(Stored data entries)
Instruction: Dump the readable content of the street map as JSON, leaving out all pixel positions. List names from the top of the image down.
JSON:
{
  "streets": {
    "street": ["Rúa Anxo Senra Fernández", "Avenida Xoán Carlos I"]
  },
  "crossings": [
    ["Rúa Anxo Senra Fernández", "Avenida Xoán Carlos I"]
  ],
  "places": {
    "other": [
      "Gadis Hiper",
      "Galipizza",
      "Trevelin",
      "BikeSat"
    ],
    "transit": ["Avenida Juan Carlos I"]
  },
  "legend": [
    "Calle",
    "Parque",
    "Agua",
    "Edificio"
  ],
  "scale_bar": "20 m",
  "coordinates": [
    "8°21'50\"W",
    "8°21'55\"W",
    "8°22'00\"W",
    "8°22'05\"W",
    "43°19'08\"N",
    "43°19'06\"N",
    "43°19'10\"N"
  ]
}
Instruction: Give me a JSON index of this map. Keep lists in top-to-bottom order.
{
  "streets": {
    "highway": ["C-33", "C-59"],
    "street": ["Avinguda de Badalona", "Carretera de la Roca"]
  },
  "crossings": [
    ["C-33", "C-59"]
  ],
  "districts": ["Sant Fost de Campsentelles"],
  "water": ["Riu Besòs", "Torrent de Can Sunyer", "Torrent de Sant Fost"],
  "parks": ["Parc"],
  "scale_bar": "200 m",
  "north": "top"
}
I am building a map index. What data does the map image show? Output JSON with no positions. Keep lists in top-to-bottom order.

Exercise instructions:
Check the data for the word "positions" and pull out the lines that have it.

Answer to the exercise:
Instruction: Dump the readable content of the street map as JSON, leaving out all pixel positions. List names from the top of the image down.
I am building a map index. What data does the map image show? Output JSON with no positions. Keep lists in top-to-bottom order.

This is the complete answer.